* YOUR INSTRUCTIONS
Among the entries below, find all lines that include "they" and copy them.
EXERCISE DATA Block Start
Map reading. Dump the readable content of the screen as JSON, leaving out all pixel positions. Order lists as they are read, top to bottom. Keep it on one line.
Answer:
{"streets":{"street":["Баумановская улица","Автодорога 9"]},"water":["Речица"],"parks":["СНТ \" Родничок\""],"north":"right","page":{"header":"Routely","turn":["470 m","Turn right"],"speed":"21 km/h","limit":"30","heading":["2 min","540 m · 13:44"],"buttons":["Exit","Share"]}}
EXERCISE DATA Block End
EXERCISE DATA Block Start
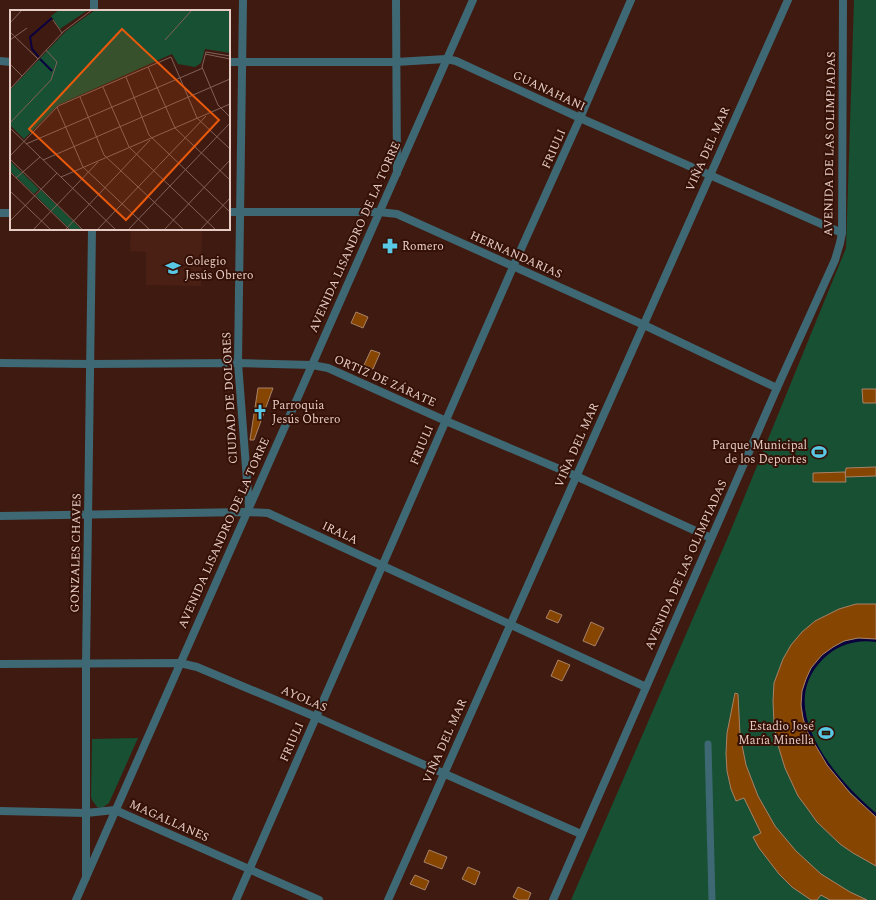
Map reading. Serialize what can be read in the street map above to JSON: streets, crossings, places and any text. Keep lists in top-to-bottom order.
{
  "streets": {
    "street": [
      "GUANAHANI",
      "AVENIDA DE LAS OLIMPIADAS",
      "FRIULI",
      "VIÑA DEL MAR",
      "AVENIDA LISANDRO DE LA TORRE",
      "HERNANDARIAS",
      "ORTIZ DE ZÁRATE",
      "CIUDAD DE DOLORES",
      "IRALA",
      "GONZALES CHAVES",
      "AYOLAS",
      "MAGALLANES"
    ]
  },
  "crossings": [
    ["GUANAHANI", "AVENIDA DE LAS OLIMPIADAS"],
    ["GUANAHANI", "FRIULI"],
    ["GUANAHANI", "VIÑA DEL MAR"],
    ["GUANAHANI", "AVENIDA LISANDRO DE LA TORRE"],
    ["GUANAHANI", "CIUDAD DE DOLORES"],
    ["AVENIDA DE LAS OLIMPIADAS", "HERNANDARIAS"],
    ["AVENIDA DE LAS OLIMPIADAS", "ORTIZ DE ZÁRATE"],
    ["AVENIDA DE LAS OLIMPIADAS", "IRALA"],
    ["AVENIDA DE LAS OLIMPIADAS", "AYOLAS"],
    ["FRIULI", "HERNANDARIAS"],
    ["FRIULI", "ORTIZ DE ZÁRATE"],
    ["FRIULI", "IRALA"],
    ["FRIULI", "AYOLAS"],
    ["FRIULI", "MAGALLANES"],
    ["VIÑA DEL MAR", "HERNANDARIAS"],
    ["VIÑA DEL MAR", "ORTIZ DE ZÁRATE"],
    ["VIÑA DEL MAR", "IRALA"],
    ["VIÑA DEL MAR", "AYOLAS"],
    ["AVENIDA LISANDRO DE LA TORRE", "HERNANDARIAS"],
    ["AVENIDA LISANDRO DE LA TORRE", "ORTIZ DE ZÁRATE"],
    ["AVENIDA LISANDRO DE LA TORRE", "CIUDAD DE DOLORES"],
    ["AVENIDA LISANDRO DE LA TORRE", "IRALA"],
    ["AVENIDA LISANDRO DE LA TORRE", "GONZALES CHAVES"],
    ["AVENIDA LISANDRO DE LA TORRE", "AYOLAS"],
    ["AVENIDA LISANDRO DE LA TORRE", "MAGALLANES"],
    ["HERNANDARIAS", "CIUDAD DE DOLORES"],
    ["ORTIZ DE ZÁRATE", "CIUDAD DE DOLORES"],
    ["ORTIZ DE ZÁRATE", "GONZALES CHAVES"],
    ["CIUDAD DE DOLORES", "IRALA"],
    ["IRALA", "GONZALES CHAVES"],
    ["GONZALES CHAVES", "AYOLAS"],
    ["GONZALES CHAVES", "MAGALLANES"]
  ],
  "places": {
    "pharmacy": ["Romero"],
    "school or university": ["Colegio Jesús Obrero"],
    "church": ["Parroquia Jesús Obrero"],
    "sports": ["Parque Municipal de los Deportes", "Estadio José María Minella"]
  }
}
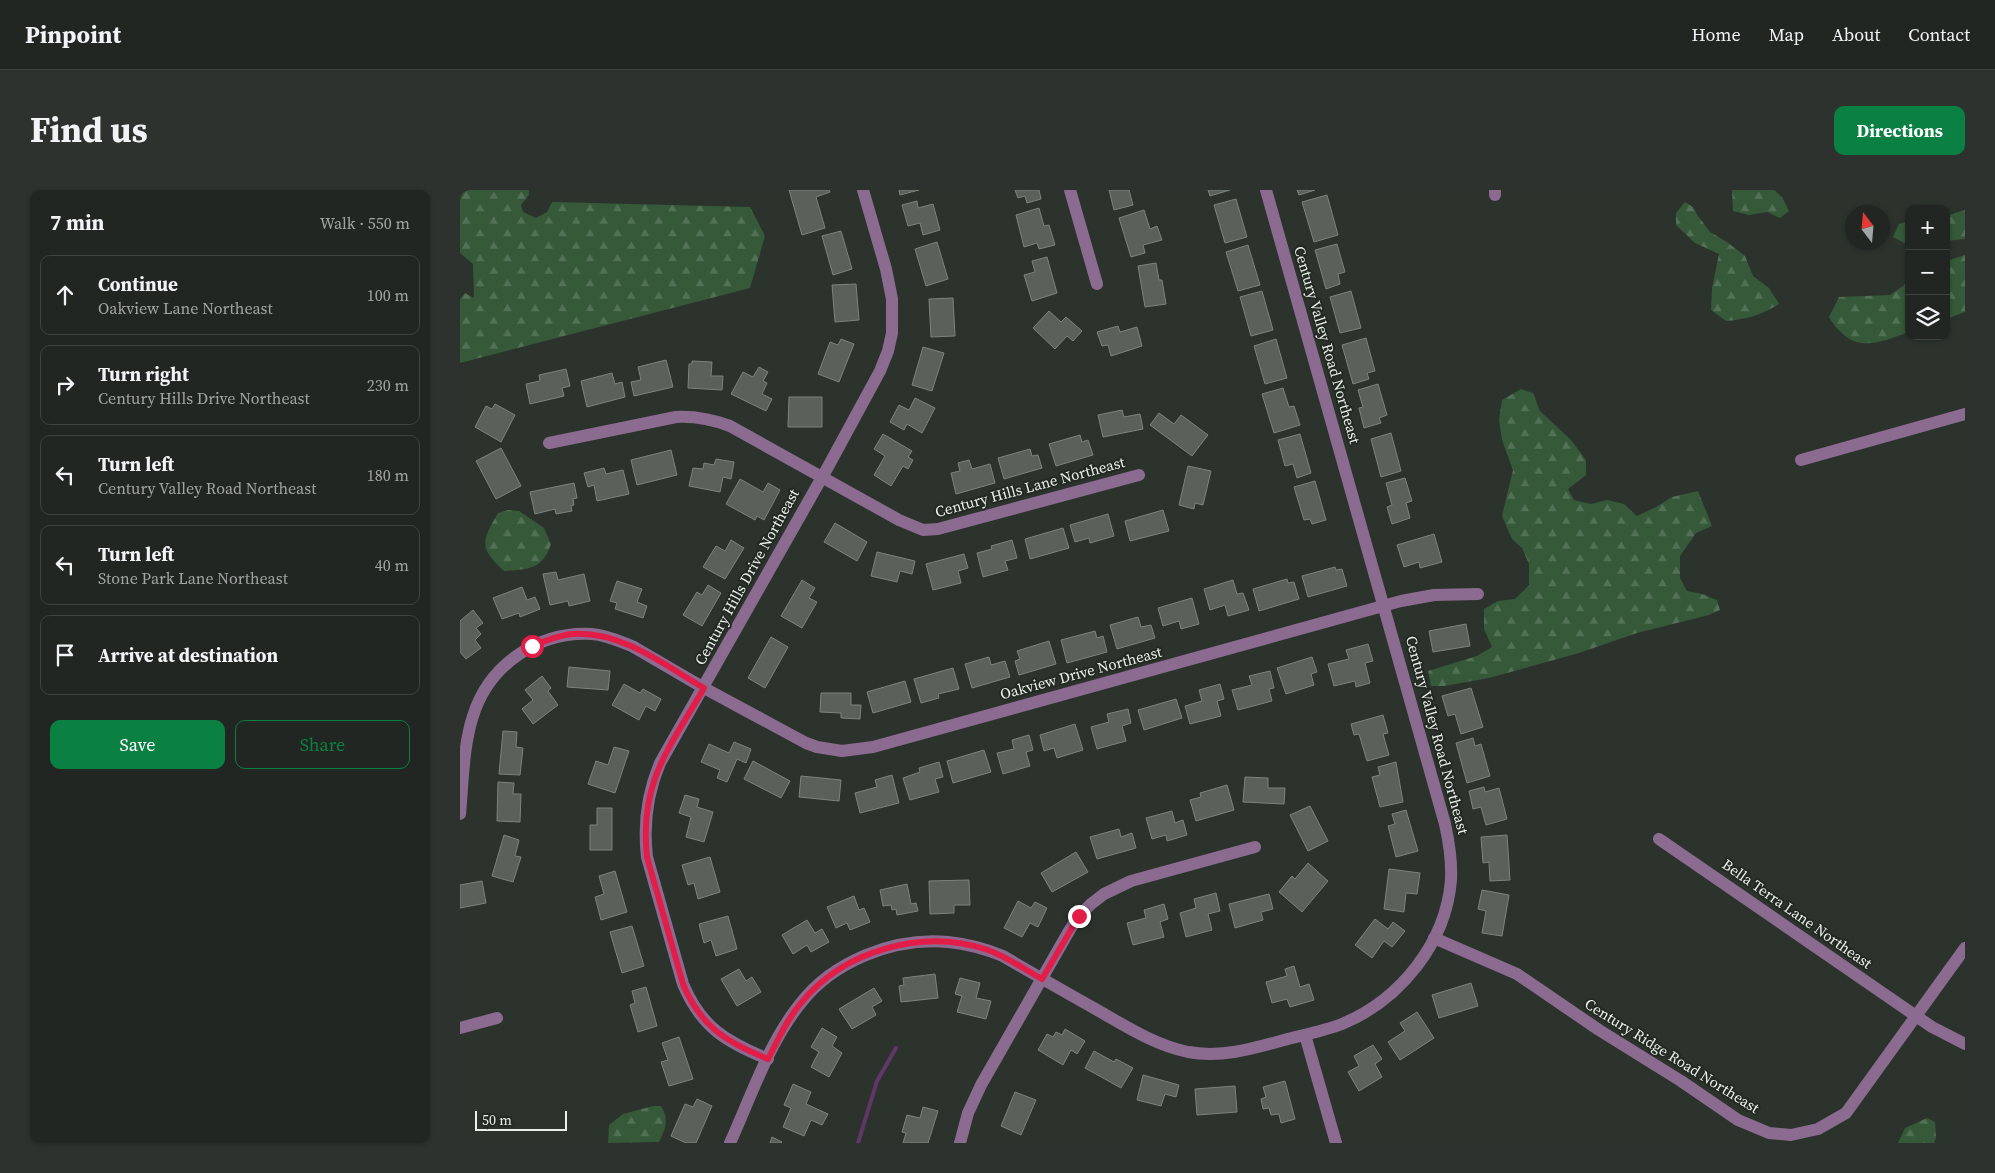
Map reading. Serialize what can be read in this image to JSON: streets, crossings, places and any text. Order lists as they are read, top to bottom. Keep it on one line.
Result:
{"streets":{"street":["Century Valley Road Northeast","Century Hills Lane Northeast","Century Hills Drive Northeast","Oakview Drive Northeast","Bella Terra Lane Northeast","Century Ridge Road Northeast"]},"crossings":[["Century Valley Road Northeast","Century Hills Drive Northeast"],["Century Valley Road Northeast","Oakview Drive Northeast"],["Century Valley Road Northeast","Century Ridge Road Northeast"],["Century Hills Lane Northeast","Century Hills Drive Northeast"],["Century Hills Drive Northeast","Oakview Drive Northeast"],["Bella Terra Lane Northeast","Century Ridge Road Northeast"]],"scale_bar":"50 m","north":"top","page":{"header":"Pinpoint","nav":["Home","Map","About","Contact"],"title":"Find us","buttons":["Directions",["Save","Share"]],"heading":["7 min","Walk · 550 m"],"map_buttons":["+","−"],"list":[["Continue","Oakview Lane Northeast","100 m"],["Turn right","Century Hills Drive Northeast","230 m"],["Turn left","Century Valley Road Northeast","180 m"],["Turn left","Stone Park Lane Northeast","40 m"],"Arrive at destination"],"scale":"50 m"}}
EXERCISE DATA Block End
EXERCISE DATA Block Start
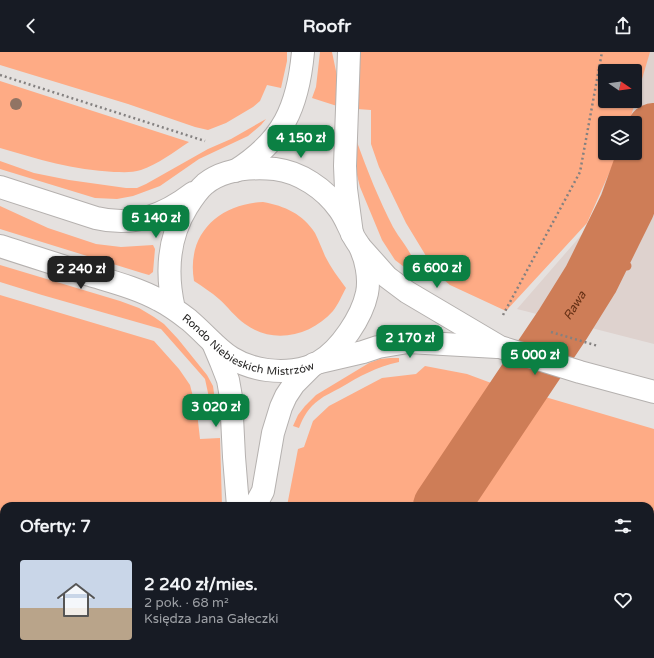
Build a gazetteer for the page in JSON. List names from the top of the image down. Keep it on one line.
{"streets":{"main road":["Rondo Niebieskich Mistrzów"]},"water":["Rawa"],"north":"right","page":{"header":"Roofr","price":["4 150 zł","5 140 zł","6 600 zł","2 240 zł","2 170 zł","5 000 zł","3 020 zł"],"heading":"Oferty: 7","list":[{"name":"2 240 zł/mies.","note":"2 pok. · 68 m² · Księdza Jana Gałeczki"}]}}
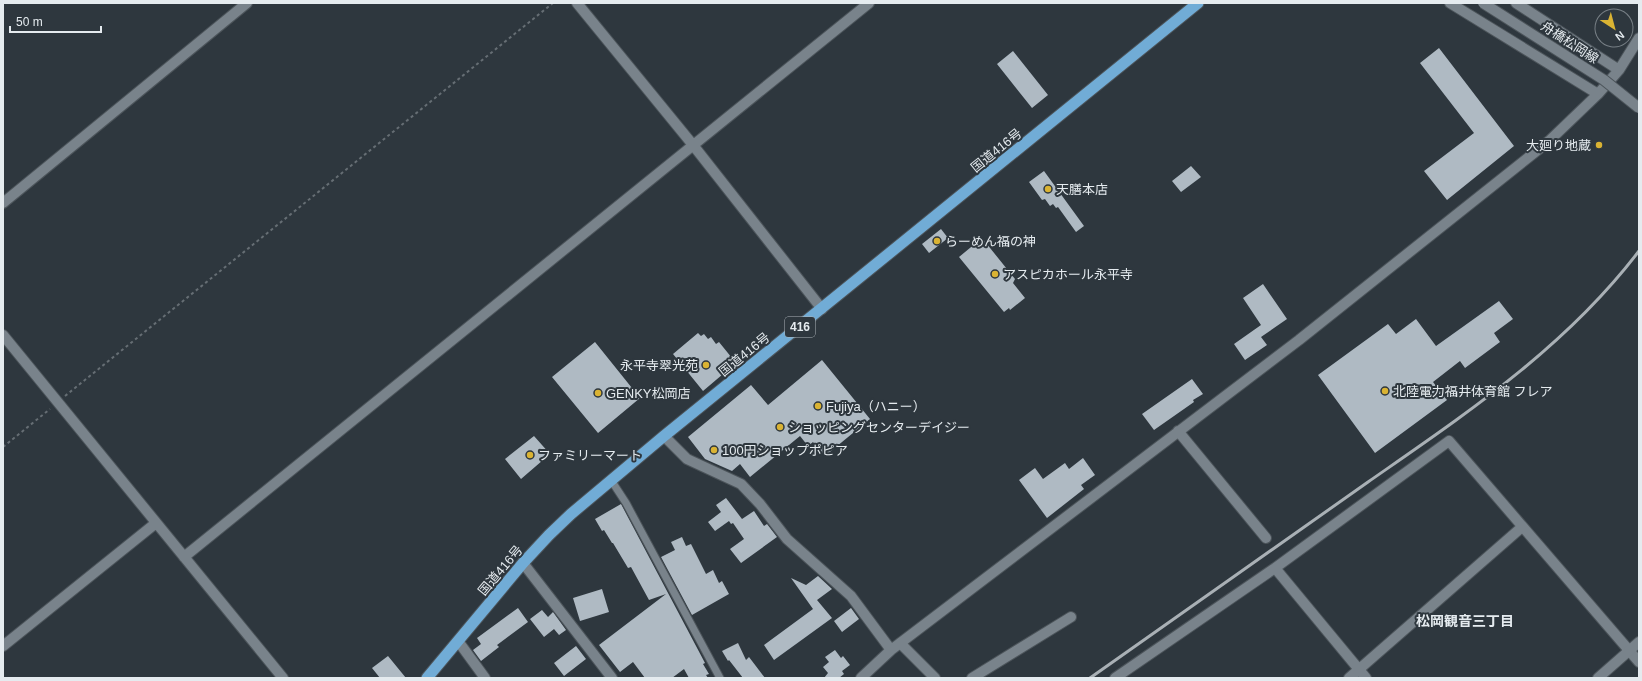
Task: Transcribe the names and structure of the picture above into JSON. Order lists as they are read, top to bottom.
EXERCISE DATA Block End
* OUTPUT
Map reading. Dump the readable content of the screen as JSON, leaving out all pixel positions. Order lists as they are read, top to bottom. Keep it on one line.
Map reading. Serialize what can be read in this image to JSON: streets, crossings, places and any text. Order lists as they are read, top to bottom. Keep it on one line.
Task: Transcribe the names and structure of the picture above into JSON. Order lists as they are read, top to bottom.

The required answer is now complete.